3) Acknowledgement of the Schools of Jurisprudence within Islam means adhering to a fundamental methodology in the issuance of fatwas. No one may issue a fatwa without the requisite personal qualifications which each School of Jurisprudence defines. No one may issue a fatwa without adhering to the methodology of the Schools of Jurisprudence. No one may claim to do absolute Ijtihad and create a new School of Jurisprudence or to issue unacceptable fatwas that take Muslims out of the principles and certainties of the Shari’ah and what has been established in respect of its Schools of Jurisprudence.

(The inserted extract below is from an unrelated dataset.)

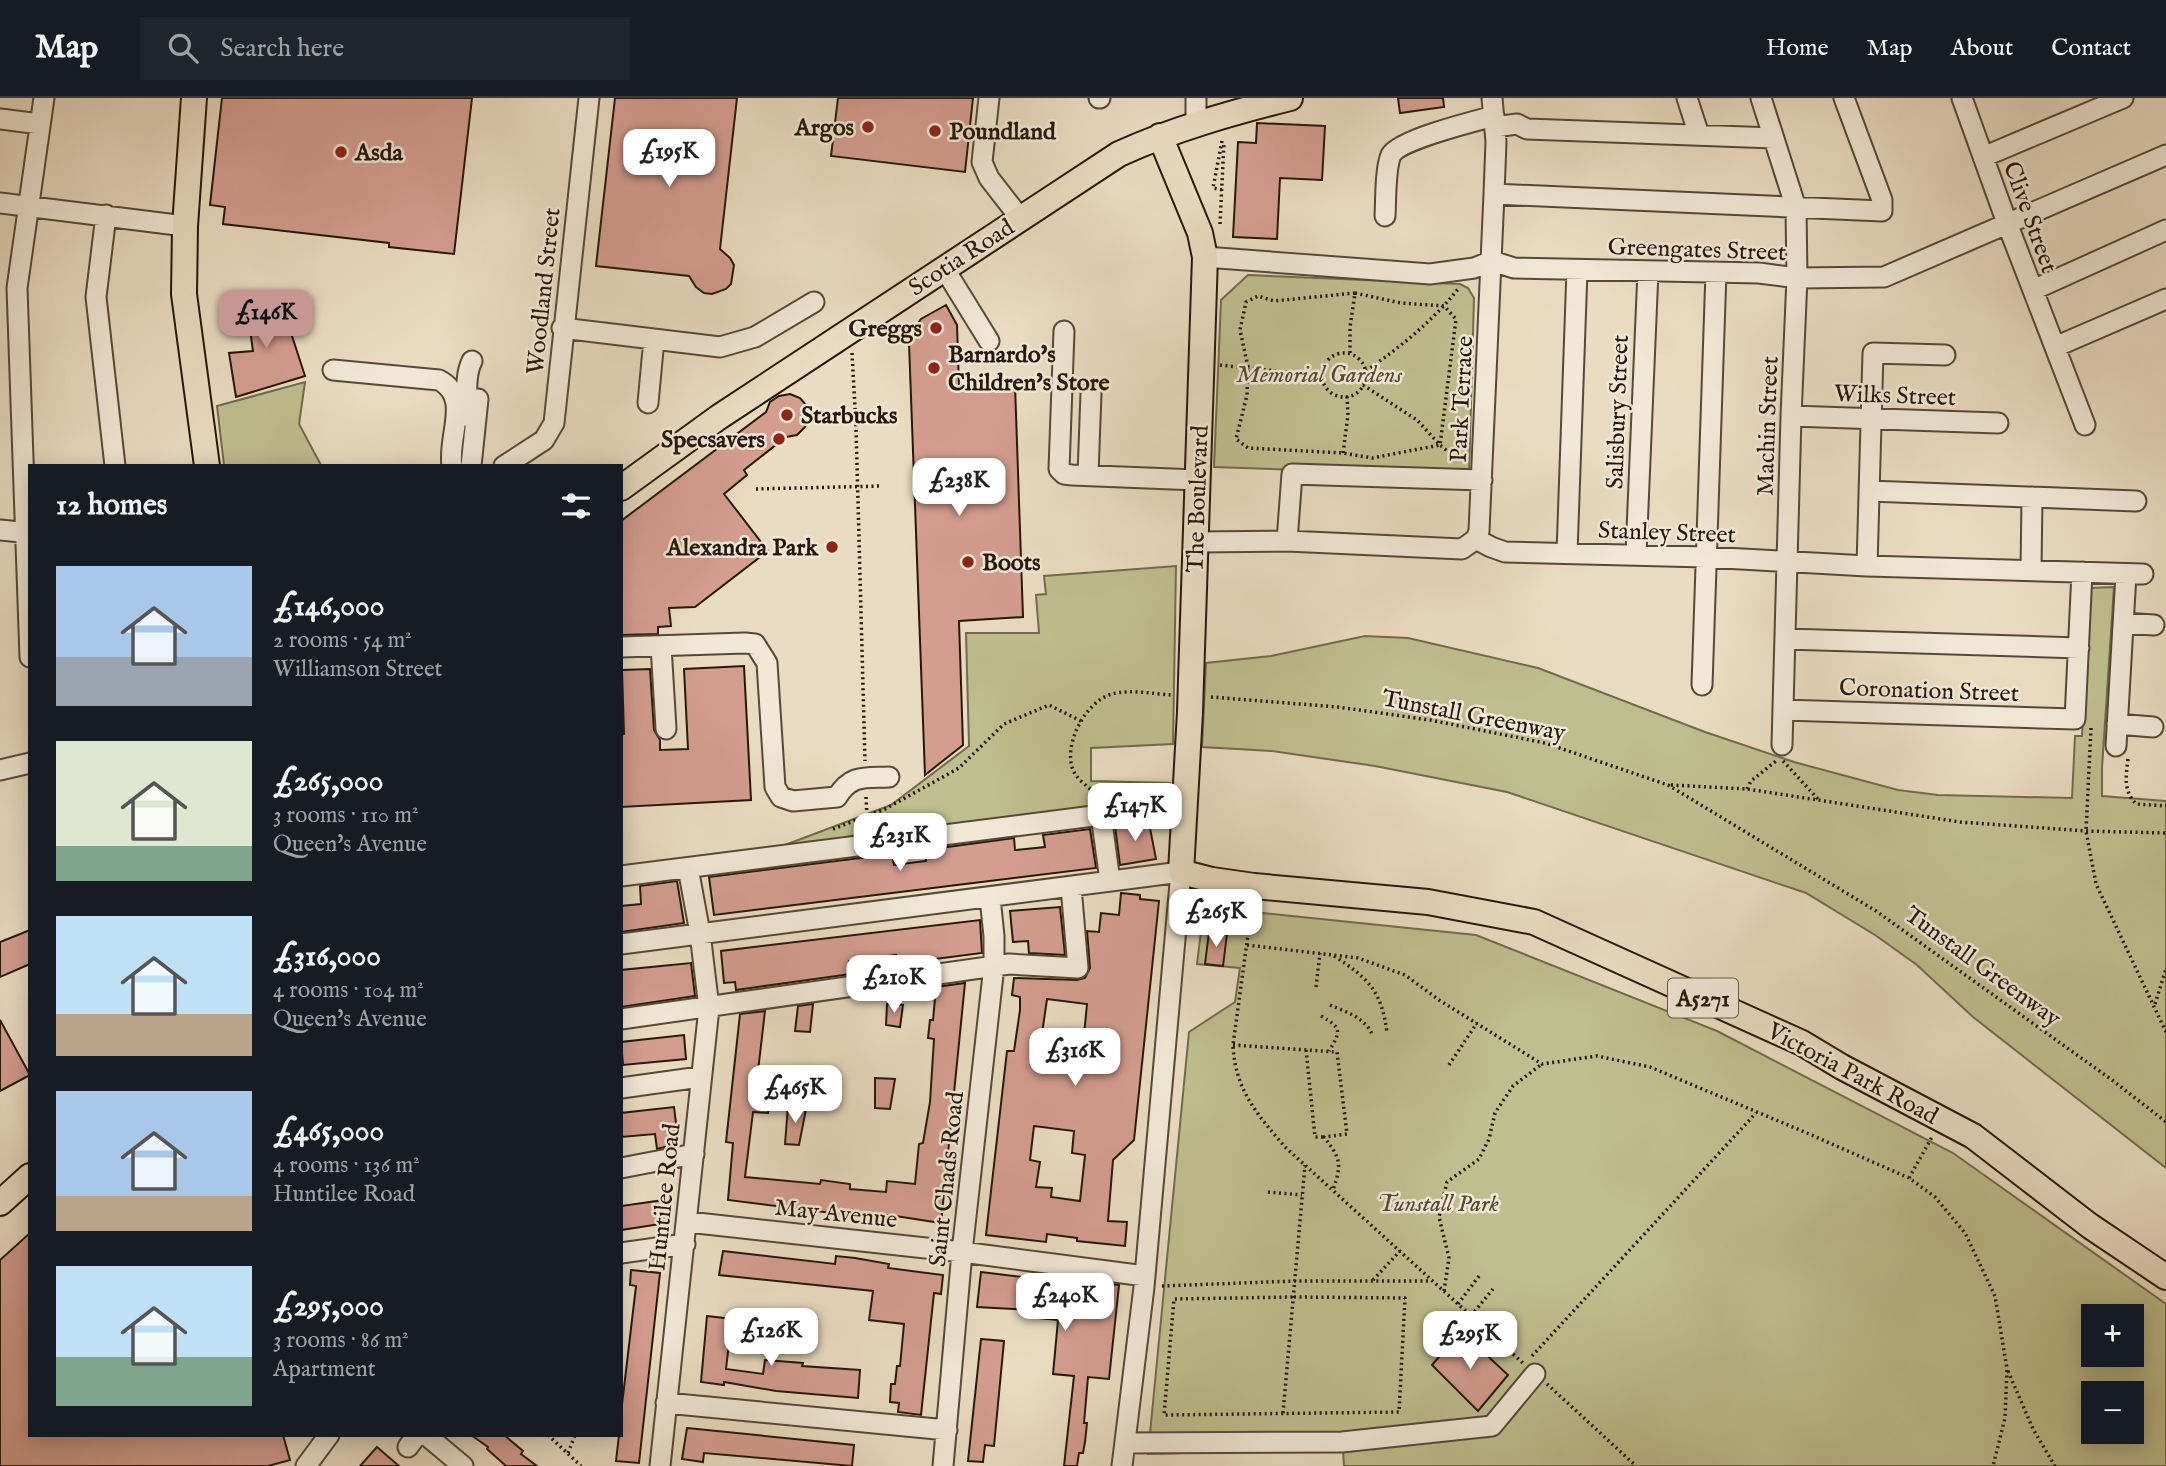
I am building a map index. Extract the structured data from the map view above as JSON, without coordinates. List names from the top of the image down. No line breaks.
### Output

4) The essence of the Amman Message, which was issued on the Blessed Night of Power in the year 1425 H. and which was read aloud in Masjid al-Hashimiyyin, is adherence to the Schools of Jurisprudence and their fundamental methodology. Acknowledging the Schools of Jurisprudence and affirming discussion and engagement between them ensures fairness, moderation, mutual forgiveness, compassion, and engaging in dialogue with others.

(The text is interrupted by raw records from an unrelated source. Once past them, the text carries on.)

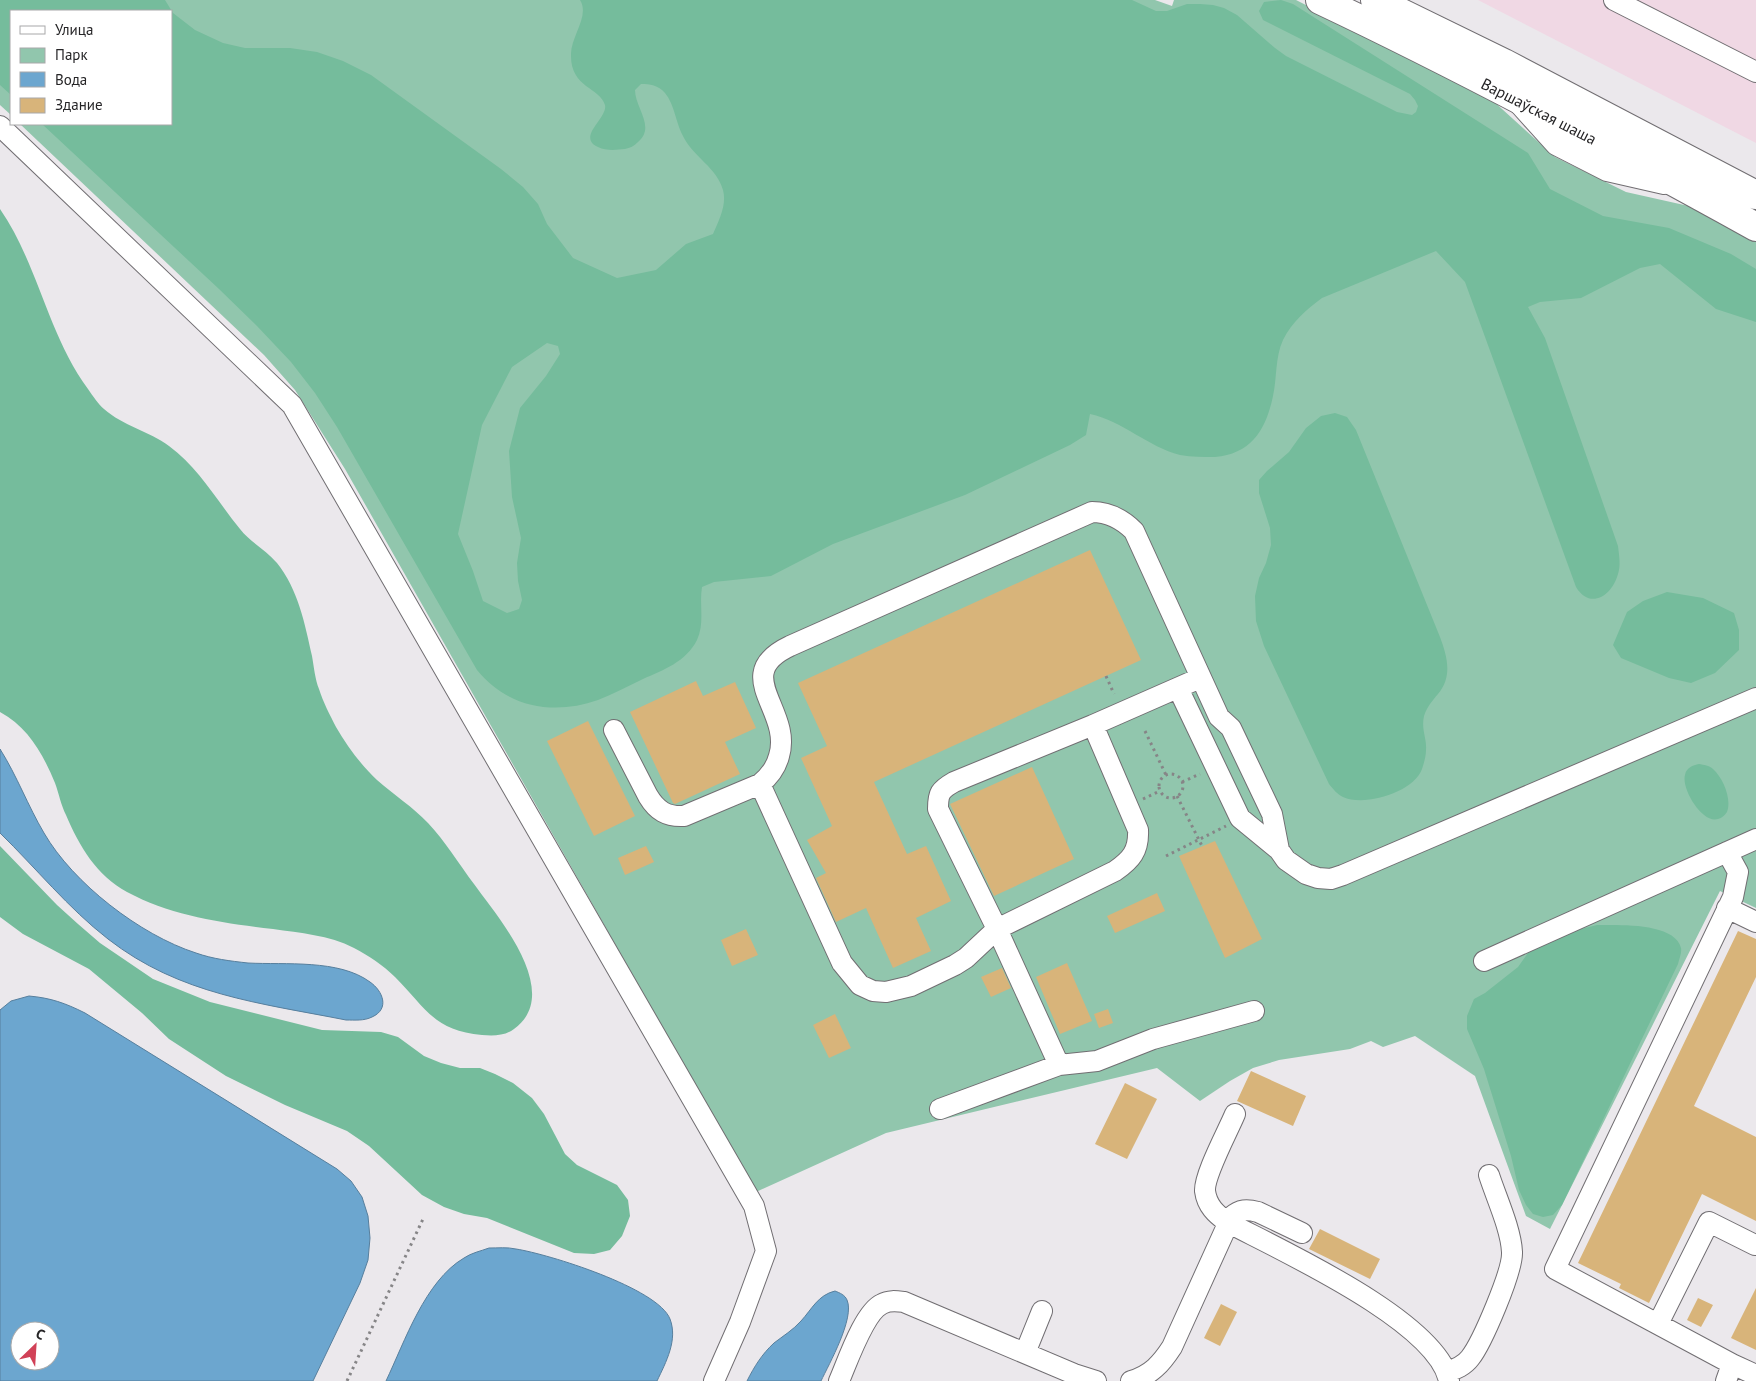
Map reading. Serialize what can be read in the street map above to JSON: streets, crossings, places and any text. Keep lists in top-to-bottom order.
{
  "streets": {
    "highway": ["Варшаўская шаша"]
  },
  "legend": [
    "Улица",
    "Парк",
    "Вода",
    "Здание"
  ],
  "north": "top right"
}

5) We call for casting aside disagreement between Muslims and unifying their words and stances; reaffirming their mutual respect for each other; fortifying mutual affinity among their peoples and states; strengthening the ties of brotherhood which unite them in the mutual love of Allah. And we call upon Muslims to not permit discord and outside interference between them.

Praise be to Allah alone.  (From Embassy of Jordan Press Release)  Note: More than 170 religious scholars (Sunni and Shia and including Ibadi’s and Ismaili’s ) from all over the world met and produced this historical document which clearly states that there are eight accepted schools of Islamic Law.